Even at the typical cruising height of 1000m, kookaburras and other dawn-chorusing birds can be clearly heard. The absence of wind is also surprising. As balloons float with the breeze, the only wind movement felt by passengers is during a rapid ascent or descent. No sensation of movement at all, which is a big surprise, says passenger Kerry Tuite, visiting from Brisbane. Even nervous flyers are soon at ease.
Johan van der Vyver is chief pilot for Mareeba ballooning company Hot Air. Throughout more than two decades of flying, he has never had a passenger ask to be returned to earth early. But many want to stay up longer. There are no restrictions on who can fly. The only requirements are the ability to climb into the basket and get out of bed well before dawn, so you can be picked up in Cairns, Port Douglas or Mareeba.
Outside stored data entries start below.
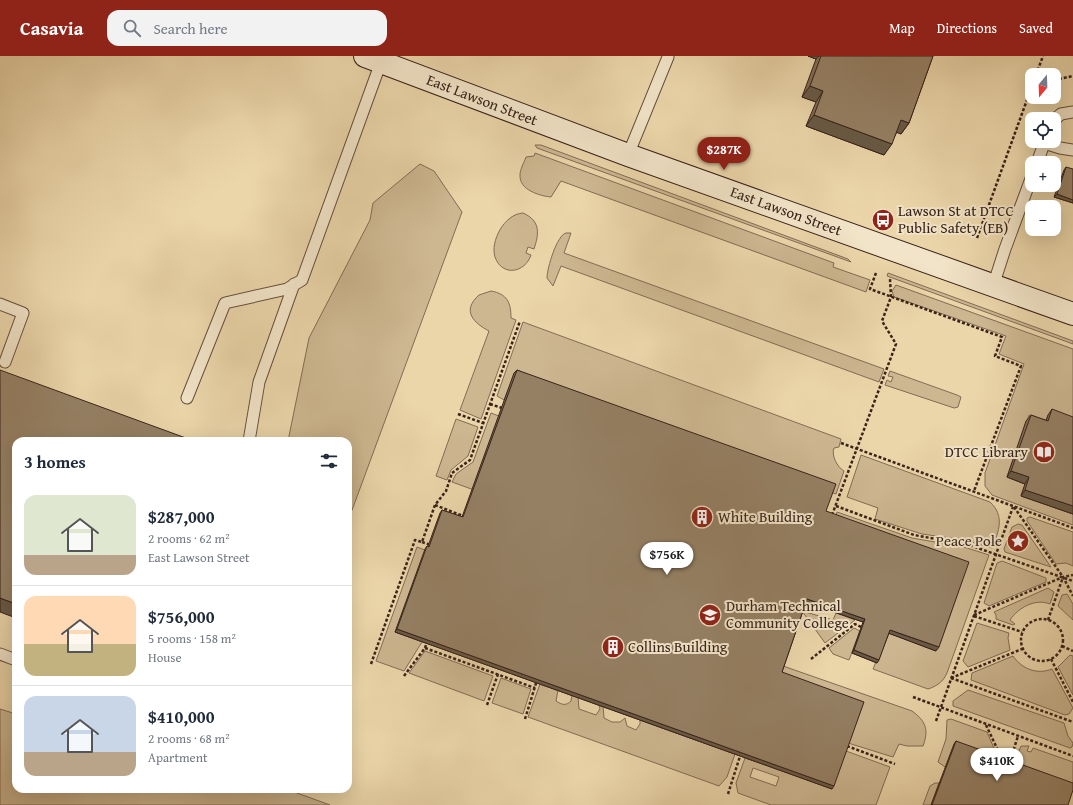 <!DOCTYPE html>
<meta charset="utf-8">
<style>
body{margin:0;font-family:"Gentium Book Plus",serif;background:#f2f2f3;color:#1f2937;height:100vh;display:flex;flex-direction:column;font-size:15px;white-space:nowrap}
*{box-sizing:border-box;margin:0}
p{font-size:13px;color:#747a83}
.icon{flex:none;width:22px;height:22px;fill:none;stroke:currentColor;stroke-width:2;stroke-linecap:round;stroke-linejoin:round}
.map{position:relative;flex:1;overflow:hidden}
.details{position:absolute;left:12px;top:381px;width:340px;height:356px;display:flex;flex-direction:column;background:#fff;border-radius:12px;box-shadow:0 4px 16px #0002}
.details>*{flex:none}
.needle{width:26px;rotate:199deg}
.buttons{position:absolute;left:1025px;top:12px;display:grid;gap:8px}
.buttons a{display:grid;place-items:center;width:36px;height:36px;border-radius:8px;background:#fff;box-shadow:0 4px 16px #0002;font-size:20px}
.price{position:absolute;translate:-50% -34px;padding:0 9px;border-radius:14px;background:#fff;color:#222;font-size:13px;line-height:26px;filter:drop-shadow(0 1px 2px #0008)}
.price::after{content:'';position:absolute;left:50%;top:24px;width:12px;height:9px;margin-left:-6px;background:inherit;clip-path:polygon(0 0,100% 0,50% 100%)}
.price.current{background:#8f2418;color:#fff}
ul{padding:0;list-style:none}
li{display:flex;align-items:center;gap:12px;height:100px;padding:0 12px}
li+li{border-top:1px solid #e0e1e3}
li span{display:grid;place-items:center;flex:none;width:112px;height:80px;border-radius:12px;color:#555}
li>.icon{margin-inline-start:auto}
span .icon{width:48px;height:48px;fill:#fffc;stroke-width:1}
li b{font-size:17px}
h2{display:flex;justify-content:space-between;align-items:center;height:48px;padding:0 12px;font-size:17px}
header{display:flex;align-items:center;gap:24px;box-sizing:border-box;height:56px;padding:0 20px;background:#8f2418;color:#fff}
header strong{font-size:19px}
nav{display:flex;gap:22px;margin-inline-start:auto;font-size:14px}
.search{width:280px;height:36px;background:#f2f2f3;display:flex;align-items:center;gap:10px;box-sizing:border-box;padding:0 14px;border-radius:12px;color:#747a83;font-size:15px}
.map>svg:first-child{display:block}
.green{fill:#cdb791;stroke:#826c55;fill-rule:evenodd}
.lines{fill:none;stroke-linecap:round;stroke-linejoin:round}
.lane-casing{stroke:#654f3d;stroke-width:13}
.secondary-casing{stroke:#382219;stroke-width:24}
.path{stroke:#382219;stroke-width:2.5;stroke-dasharray:3 2;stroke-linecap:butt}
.lane{stroke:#f2e4c8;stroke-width:11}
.secondary{stroke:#f2e4c8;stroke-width:22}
.wall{fill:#806e56;stroke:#382219}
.shaded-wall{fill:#685a46;stroke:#382219}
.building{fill:#958064;stroke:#382219}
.labels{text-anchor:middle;stroke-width:4;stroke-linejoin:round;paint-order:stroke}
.street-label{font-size:15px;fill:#382219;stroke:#f2e4c8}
.poi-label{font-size:15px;fill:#382219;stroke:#f2e4c8;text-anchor:start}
</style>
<header>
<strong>Casavia</strong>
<div class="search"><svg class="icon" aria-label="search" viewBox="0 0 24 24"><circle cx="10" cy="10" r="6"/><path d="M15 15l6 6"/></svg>Search here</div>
<nav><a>Map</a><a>Directions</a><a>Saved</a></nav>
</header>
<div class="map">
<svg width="1073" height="749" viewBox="0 0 1073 749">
<rect width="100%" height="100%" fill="#ebd6aa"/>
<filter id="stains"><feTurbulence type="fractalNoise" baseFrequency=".005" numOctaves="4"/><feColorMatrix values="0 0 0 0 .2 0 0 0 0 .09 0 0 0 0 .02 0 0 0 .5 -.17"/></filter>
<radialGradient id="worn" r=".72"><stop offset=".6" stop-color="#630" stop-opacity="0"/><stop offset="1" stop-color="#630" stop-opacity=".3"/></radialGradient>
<g class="green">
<path d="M535 89H541L848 203 851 206 537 92Z"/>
<path d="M535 97 834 207 833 211 870 224 866 236 561 125 551 141C540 140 519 134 520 119 520 113 524 107 526 101L534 100Z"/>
<path d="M420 108 434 115 462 156 348 465V385H288L309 282 370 164 373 147Z"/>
<path d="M523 157C541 165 539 178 534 193L528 191 526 197 531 199C525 217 502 221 495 201 490 186 504 158 523 157Z"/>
<path d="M566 177H571L564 197 884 313 879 326 561 210 553 230 547 222C547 212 557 179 566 177Z"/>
<path d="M888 217 1073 285V288L887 220Z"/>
<path d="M896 229 1073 293V368L1048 359 1046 364 1029 359 1007 421 1025 428 1021 439 1073 458V469L992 439 985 430V417L1024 308 999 298 1006 280 894 241 892 235Z"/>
<path d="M491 235C507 238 511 246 511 262L516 264 481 363 460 354 489 275C474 267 461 255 479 239Z"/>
<path d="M523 266 841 383 839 391 834 392C831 399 837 411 844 415L836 438 515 317 504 344 497 340Z"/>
<path d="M890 315 957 339 961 341 958 351 954 352 885 329 887 324 891 326 893 321 888 320Z"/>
<path d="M491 357 499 360 474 434 452 426 456 418 473 406Z"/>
<path d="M456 363 478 371 468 400 451 414 447 424 436 420Z"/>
<path d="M861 399 990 446C1005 460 999 475 992 492L965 484 922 478 875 463 878 452 847 441Z"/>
<path d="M837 456 912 482 964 491 989 499 947 617C943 626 937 630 928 633L873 613 888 577 936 594 835 462Z"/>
<path d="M1030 461 1073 476V510L1066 507 1056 508 1027 465V462Z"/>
<path d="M1018 468 1022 469 1051 511 1005 496 1004 493 1012 471Z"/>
<path d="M417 491 425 494 422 586 404 615 376 605Z"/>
<path d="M1002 505 1046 522V526L989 550 984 547 997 507Z"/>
<path d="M1048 532 1054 536 1050 548C1035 542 1018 552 1010 564L1015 568 1013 569 996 563V559L994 556Z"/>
<path d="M1067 538 1073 548V564L1058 550 1062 539Z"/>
<path d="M802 555 833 564 836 557 855 564 825 587Z"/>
<path d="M977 567 1009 577 1008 582 1010 594 968 611 963 605Z"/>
<path d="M854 572 860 575 849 604 833 598 829 592Z"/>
<path d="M425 595 493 620 484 645 409 617Z"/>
<path d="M1070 599 1073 600V639L1058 611Z"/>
<path d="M1013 600C1022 613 1037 619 1052 613L1073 652 1069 658 1065 659 971 624 972 617Z"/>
<path d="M783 610 912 655C926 665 929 674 923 690H907L899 688 893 701 848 687 779 619Z"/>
<path d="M501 622 531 633 523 658 492 647Z"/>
<path d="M540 628 558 634 556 645C562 649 566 650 571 645L572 639 578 641 579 653 596 659 600 653 599 649 603 650 604 662 612 666H620L625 662 627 670 636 674 640 668V664L735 698 727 721 719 730 528 661Z"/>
<path d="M968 634 1064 667 1068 680 1073 687 1072 691 1070 692 953 650V645Z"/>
<path d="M0 653 16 658V733H286L330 749H0Z"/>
<path d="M951 663 987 676 999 704 945 711 938 706 946 683 947 664Z"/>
<path d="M1021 690H1029L1027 695 1031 696 1033 692 1073 706V731L1013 710Z"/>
<path d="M846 695 890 711 876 749H771L738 737 736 727 745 702 763 708ZM753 712 779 721 776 730 750 721Z"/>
<path d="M935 727H939L931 749H923L930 730Z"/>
</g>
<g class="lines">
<g class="lane-casing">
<g id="lane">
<path d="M1054 64 1061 58 1073 56"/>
<path d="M1044 87 1060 92 1073 94"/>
<path d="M628 99 668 1"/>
<path d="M1037 107 1045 85"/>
<path d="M993 230 1005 193 1032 120"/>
<path d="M0 248 23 257 5 306"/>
<path d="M187 342 225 247 287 233 302 224 381 6"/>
<path d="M249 385 259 326 294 228"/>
<path d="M0 598 16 604"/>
</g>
</g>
<g class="secondary-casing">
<path id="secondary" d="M365 0 628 99 1073 258"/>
</g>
<g class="path">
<path d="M1036 19 1043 0"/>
<path d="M1054 24 1073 20"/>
<path d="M977 182 1032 30"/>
<path d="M876 217 870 233 1002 281 995 300 1021 310 974 435"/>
<path d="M490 348 502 352"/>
<path d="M458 358 483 367"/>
<path d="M841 387 1073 472"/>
<path d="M435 449 463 460"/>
<path d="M836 450 914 479 969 489 1073 525"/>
<path d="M1014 451 1063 521 1073 540"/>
<path d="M832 459 896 288 882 265 891 241 890 223"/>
<path d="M422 486 431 489"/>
<path d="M974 559 1063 521 1073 519"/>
<path d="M974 560 1022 576"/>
<circle cx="1042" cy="584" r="21"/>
<path d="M1048 564 1063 521"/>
<path d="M1062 590 1073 595"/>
<path d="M425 592 535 632"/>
<path d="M811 603 855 568 861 571"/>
<path d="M1051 603 1073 646"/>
<path d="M371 608 415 484 422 486 435 449 446 435 452 417 470 404 520 265"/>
<path d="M404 620 425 592 427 586"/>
<path d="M951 622 1073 666"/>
<path d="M951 622 1022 593"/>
<path d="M913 641 1073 700"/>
<path d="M487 649 498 618"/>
<path d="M525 663 537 624"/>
<path d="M936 665 1013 451"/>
<path d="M986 669 1002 703"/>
<path d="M847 690 895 708"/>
<path d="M1009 708 1018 680"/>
<path d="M728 738 741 697"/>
</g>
<use href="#lane" class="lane"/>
<use href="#secondary" class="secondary"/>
</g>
<g class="wall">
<path d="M808 0H933L909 67 901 78 897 76 884 99 806 70 816 46 802 41 816 3Z"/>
<path d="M1066 111 1073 147 1054 141 1064 114Z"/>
<path d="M517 314 826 455 936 595 889 577 877 607 852 597 863 566 806 546 782 616 832 733 395 576 425 493 427 490H428L440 457 442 454 462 461 514 317Z"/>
<path d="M1052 353 1073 458 1021 440 1025 428 1007 421 1026 365 1031 359 1046 365 1048 359Z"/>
<path d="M956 685 1068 749H931L954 688Z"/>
</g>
<g class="shaded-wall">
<path d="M808 0H819L816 3Z"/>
<path d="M810 30 823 35 816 46 802 41Z"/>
<path d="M814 59 892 88 884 99 806 70Z"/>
<path d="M901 64 909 67 901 78 893 75Z"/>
<path d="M1057 138 1073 144V147L1054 141Z"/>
<path d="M1011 415 1029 421 1025 428 1007 421Z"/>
<path d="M1025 434 1073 450V458L1021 440Z"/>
<path d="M0 542 16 548V562L0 556Z"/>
<path d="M807 543 865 563 863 566 805 546Z"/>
<path d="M397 573 834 730 832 733 395 576Z"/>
<path d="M890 574 939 591 936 595 888 577Z"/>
<path d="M854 594 879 604 877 607 852 597Z"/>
</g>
<g class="building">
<path d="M821 0H933L909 67 901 64 892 88 814 59 823 35 810 30Z"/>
<path d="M1066 111 1073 113V144L1057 138Z"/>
<path d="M0 314 194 385H16V548L0 542Z"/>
<path d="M517 314 836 428 826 455 969 506 939 591 890 574 879 604 854 594 865 563 807 543 782 616 864 646 834 730 397 573 427 490 429 491 442 454 463 461Z"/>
<path d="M1052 353 1073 361V450L1025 434 1029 421 1011 415 1031 359 1048 365Z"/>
<path d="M956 685 1073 727V734L1068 749H932Z"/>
</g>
<defs>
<g id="bus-disc" transform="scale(1.15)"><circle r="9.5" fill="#8f2418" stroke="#f2e4c8"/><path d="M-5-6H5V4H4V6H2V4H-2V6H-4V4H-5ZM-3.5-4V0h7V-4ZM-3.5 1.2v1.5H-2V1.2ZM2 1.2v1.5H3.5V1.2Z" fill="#fff"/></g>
<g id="library-disc" transform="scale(1.15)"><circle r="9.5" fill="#8f2418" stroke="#f2e4c8"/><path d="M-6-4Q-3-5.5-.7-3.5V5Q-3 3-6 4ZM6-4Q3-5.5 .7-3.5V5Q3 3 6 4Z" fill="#fff"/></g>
<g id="building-disc" transform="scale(1.15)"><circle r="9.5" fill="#8f2418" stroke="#f2e4c8"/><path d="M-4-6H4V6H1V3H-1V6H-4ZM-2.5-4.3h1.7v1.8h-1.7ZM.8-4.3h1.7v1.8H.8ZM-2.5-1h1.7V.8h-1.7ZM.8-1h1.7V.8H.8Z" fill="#fff"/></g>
<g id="sight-disc" transform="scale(1.15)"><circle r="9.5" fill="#8f2418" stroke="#f2e4c8"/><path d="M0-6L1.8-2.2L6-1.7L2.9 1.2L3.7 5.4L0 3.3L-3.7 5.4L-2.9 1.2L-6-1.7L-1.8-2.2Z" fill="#fff"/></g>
<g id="university-disc" transform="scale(1.15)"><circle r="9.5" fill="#8f2418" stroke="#f2e4c8"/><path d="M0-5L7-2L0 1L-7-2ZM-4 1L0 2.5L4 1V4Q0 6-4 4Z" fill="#fff"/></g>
</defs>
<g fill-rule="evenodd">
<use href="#bus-disc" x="883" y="164"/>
<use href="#library-disc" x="1044" y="396"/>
<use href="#building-disc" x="702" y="461"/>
<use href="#sight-disc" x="1018" y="485"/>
<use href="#university-disc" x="710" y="559"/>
<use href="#building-disc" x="613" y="591"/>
</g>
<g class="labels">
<g class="street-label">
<text transform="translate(482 44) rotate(21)" y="5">East Lawson Street</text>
<text transform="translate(786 155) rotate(20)" y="5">East Lawson Street</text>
</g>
<g class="poi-label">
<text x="898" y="160">Lawson St at DTCC<tspan x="898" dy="17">Public Safety (EB)</tspan></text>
<text x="1028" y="401" text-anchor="end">DTCC Library</text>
<text x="718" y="466">White Building</text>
<text x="1002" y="490" text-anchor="end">Peace Pole</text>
<text x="726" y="555">Durham Technical<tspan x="726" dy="17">Community College</tspan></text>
<text x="628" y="596">Collins Building</text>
</g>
</g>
<rect width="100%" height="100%" filter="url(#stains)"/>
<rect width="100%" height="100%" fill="url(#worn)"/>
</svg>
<div class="buttons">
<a><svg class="needle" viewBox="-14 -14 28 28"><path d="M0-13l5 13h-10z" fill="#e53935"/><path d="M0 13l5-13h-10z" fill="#747a83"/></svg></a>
<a><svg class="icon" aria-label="locate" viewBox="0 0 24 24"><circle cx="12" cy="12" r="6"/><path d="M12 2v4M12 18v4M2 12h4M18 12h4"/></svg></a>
<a>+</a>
<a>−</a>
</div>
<b class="price current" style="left:724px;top:115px">$287K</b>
<b class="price" style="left:667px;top:520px">$756K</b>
<b class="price" style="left:997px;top:726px">$410K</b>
<section class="details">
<h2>3 homes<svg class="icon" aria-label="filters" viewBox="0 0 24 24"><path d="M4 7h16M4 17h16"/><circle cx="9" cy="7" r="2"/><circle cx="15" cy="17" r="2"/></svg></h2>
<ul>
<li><span style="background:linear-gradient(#dfe7d0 75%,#b9a48a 0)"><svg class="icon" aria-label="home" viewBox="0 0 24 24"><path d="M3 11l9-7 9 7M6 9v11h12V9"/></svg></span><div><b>$287,000</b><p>2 rooms · 62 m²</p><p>East Lawson Street</p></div></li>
<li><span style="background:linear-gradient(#ffd9b3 60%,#c2b280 0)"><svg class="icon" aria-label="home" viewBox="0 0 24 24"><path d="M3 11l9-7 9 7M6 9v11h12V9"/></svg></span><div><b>$756,000</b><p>5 rooms · 158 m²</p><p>House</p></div></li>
<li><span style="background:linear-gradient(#c9d6e8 70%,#b9a48a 0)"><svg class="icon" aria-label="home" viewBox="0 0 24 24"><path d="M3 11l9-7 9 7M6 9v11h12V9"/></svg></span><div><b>$410,000</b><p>2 rooms · 68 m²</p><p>Apartment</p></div></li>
</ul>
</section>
</div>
Like most aviators, Johan cannot imagine doing anything else for a living. Growing up on a 20,000-hectare South African Merino farm, he remembers lying on his back during a drought, looking up at the clouds floating past and wishing I was one of them. “When I went ballooning in Switzerland in 1991, I thought this is it” he says. It’s like a dream come true.” He returned to his secure job as an IT manager in Johannesburg, but left not long after to qualify as a balloon pilot. He has since been involved in ballooning in 11 different countries. Johan is now an Australian citizen and has worked for Hot Air for nearly 15 years.
Floating over the Mareeba end of Far North Queensland’s Atherton Tableland, there is a gradually changing vista of tropical plants such as lychees, bananas, sugarcane, mangoes and papaya, sprinkled with other crops as diverse as wheat and rice, basil, potatoes and corn. In total, the region hosts more than 40 different crops plus other agricultural industries such as aquaculture. Balloon Landing locations are quite often peanut paddocks. Passengers are advised to avoid wearing white because, while most landings are gentle, they usually encounter some of the bright red volcanic soil during the fun of helping to packup the balloon.
Relatively little has changed in hot air ballooning since the Montgolfier brothers first manned balloon flight in France in 1783. Reliable weather is still the most vital ingredient, which is one of the reasons why Mareeba is an ideal location, averaging more than 300 sunny days annually and protected from fickle coastal breezes. Apart from a few fancier materials and the addition of a balloon air temperature thermometer, altimeter (measuring height), variometer (vertical lift) and radios, today’s equipment is fundamentally the same. The spitometer (spitting over the side) is still used to test wind direction below the balloon, and the strength and flexibility of wicker baskets means they are still standard.
Vertical movement is relatively straightforward but changing direction is only possible by altering height and catching breezes heading in different directions. Add the 30-second delay between pilot action and the response of a fully laden balloon, and it’s obvious that experience and a cool head are essential.
Frank Ceccato is visiting with family members from south-eastern Queensland. “It’s a humungous big basket and a humungous balloon,” Frank says. “Its fantastic watching the balloon being inflated, waiting in the grass in the dark. The way we escalated; the burst of the gas, and the way we balanced. Everyone was happy.”
Loving the challenge of entertaining passengers while simultaneously doing a great job of flying the balloon, Johan says he has the best job possible. “I see the best part of the day – I’ve knocked off by 10 o’clock, when most people are just getting going,” he says. “It’s an outside job, with the best view in the world.” Ballooning is a memorable experience for everyone involved. “Passengers often tell me ballooning is the best thing they’ve ever done,” he says. It’s great to be part of that, I love it.”